Mingles - get students talking to one another
Have you ever been on a training session or team building activity where the organisers have kicked things off with an ice-breaking activity called Find someone who... ? You know, the one where you have to talk to the other participants to find out who has a tattoo, who has back-packed around Australia, who can play guitar. (Tutors, this is great beginning of the year activity, especially if you have vertical tutor groups.) Anyway, this is basically a version of that. I call it a mingle; it could be called an information exchange. Maybe you know it by another name.
Let's say you are planning a lesson and have to give the students a huge amount of information. You could give them a hand out, which they will promptly not read or simple lose; you could dictate it and have them take notes (don't get me wrong - there's a place for this) or you could try a mingle.
Give each student a list of questions and a piece of information.
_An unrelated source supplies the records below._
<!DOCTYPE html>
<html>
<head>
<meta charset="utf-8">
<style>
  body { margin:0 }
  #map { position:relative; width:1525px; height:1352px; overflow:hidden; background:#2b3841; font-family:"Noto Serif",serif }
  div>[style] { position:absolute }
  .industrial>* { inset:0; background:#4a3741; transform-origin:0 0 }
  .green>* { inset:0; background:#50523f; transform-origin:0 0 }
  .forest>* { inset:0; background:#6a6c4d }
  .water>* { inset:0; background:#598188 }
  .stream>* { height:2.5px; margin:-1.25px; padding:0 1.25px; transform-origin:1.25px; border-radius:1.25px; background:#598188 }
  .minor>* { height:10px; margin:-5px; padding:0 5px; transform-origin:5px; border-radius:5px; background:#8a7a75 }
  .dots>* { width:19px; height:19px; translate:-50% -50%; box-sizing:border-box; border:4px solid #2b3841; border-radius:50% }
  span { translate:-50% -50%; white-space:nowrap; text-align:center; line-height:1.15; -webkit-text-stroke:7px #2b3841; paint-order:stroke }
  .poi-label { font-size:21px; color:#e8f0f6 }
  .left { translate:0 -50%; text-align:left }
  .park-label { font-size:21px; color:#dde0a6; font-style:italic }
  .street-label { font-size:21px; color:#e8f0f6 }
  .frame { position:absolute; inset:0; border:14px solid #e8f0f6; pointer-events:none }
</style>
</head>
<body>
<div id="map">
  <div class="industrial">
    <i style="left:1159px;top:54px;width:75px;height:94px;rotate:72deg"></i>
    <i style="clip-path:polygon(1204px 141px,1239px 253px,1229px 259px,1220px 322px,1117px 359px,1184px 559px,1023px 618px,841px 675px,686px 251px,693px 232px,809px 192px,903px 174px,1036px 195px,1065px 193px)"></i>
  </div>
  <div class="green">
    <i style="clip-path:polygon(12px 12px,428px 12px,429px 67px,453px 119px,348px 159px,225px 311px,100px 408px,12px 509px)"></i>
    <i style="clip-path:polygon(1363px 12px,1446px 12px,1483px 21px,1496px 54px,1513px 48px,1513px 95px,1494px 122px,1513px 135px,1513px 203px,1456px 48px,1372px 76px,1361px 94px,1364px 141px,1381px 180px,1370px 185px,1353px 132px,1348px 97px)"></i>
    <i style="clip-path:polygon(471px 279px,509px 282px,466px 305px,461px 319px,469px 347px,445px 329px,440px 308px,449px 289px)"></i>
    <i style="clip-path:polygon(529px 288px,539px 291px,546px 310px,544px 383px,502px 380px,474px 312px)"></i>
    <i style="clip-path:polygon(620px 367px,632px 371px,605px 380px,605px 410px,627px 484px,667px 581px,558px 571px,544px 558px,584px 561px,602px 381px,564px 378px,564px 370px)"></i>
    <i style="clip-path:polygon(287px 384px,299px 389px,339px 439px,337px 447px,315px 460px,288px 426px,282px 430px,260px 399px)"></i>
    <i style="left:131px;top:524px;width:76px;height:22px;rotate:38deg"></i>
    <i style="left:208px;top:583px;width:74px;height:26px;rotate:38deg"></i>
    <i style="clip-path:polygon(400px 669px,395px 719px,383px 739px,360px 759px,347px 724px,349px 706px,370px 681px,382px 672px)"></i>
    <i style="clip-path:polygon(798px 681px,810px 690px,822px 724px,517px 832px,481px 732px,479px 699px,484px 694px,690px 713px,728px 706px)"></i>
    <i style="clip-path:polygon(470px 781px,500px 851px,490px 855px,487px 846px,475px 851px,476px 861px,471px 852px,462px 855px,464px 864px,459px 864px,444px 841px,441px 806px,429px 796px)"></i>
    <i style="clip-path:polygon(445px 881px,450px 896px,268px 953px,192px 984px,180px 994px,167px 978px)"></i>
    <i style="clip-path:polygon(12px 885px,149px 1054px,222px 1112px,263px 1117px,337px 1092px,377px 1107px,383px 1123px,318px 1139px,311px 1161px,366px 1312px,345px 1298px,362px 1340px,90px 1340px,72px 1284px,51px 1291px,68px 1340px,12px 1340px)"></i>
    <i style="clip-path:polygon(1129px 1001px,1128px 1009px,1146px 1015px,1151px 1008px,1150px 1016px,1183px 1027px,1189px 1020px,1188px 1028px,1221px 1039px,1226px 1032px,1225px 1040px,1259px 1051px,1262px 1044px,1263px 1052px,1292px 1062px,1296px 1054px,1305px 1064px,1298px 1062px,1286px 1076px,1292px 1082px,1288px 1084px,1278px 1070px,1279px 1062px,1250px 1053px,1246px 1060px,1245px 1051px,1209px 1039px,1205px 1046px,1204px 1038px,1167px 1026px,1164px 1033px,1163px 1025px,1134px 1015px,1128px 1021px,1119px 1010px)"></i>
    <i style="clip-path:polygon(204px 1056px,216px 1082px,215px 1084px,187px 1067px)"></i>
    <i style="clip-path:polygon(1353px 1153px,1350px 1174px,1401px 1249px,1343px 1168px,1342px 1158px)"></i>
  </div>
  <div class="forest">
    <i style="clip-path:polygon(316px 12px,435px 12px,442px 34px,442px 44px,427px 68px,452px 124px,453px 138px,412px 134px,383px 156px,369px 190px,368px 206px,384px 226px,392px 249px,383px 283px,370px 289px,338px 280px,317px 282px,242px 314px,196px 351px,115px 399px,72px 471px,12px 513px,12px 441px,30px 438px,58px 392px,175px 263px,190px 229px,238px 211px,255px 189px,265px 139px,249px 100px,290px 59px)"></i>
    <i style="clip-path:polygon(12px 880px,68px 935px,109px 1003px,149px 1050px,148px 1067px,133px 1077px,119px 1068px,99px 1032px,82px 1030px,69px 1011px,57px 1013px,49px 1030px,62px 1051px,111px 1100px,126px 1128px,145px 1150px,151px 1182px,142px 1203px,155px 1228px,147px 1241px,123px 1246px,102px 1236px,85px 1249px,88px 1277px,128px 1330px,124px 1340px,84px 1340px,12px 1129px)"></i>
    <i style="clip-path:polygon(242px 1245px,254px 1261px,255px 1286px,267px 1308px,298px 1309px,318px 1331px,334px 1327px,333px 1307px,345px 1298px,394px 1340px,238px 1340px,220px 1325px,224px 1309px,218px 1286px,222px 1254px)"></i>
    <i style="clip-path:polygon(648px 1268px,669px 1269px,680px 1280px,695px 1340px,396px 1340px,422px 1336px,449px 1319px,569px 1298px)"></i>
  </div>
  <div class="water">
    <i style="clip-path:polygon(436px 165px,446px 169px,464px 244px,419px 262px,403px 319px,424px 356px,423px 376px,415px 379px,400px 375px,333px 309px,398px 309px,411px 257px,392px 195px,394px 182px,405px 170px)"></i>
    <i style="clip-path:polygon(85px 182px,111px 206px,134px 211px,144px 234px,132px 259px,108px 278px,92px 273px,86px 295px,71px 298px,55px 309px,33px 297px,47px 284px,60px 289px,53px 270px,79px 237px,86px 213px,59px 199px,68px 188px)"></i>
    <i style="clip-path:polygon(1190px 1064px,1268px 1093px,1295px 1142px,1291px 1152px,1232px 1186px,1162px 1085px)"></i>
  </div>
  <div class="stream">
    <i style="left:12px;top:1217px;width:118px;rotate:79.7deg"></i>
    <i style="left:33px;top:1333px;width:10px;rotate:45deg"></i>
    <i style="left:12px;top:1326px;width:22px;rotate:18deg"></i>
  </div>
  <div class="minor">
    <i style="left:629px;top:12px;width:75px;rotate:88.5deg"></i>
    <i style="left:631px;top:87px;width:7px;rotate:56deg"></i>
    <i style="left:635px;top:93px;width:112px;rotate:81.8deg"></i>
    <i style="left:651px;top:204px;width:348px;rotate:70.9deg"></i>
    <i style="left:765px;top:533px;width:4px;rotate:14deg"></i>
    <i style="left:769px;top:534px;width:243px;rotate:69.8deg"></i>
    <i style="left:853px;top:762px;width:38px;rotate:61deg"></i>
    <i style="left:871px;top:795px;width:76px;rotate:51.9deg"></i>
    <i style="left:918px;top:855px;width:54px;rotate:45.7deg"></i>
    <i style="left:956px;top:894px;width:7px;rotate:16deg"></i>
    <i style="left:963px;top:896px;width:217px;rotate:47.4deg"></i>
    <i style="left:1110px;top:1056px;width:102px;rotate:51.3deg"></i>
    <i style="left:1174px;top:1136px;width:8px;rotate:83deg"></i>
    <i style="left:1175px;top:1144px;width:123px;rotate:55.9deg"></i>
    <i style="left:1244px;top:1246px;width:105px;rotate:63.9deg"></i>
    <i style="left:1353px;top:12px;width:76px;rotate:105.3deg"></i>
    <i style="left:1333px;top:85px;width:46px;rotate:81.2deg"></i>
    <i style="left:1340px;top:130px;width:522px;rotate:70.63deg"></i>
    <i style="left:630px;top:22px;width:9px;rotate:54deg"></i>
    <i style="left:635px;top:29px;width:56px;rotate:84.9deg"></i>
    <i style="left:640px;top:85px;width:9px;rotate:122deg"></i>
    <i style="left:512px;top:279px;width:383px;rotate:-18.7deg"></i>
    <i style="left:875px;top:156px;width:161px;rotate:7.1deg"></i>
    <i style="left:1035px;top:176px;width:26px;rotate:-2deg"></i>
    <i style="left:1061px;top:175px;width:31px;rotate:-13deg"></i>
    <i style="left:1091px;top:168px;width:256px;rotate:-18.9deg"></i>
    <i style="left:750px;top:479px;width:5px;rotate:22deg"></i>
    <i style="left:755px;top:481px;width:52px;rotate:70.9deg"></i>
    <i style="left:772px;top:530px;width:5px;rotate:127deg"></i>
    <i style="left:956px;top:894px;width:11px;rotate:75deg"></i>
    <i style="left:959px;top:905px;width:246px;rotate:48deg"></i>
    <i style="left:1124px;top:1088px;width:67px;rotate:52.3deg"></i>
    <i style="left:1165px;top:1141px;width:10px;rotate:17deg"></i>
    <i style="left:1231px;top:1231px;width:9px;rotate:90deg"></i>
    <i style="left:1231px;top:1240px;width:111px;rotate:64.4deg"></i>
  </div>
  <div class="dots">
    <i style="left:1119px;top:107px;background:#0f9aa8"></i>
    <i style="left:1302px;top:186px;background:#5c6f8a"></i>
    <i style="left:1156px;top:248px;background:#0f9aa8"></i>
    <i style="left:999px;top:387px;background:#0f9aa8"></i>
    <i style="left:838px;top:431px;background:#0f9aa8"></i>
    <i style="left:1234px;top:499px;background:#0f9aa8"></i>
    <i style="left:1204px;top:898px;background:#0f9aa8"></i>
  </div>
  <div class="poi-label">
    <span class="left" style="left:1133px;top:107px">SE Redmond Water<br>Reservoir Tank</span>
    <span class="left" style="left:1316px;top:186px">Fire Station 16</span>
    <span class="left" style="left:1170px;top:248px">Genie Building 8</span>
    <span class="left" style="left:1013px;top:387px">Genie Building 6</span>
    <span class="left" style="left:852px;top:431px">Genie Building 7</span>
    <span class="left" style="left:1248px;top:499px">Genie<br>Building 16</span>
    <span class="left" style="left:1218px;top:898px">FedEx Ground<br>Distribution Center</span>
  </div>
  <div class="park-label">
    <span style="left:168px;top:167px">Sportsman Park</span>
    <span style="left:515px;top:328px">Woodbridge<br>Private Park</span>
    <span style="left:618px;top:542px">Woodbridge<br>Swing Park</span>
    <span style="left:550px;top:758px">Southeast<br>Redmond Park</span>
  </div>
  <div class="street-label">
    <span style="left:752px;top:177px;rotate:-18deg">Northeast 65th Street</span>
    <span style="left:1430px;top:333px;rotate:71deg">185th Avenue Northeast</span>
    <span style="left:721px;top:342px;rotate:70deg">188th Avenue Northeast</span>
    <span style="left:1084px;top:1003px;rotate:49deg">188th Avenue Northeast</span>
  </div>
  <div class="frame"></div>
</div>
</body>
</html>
That piece of information answers ONE of the questions. The students now need to mingle to find someone who can answer one of the other questions: once done, they'll need to move on and talk to others. It gets them out of their seats, moving around, waking them up, and talking to members of the class that they might not normally speak to. As they need to cooperate to complete the task, it's great for team building. It also teaches students to be inquirers, learning that they sometimes need to ask to find out the information they need, rather than just wait passively for teachers to spoon feed it to them.
(As a language teacher, I model, then praise and reward students who are correctly using the target language: otherwise they'll just copy off one another, rather than exchange information verbally.)What do I use this for? Well, as it does take some setting up on the teacher's part, I use it for information I will need to give out every year (thus, once I have made the resource once, I can reuse it the following year). Otherwise dull but fairly vital topics like exam formats are a good one (e.g. How many questions are there? How long is the exam? What do I need to revise? How many marks are there for X?)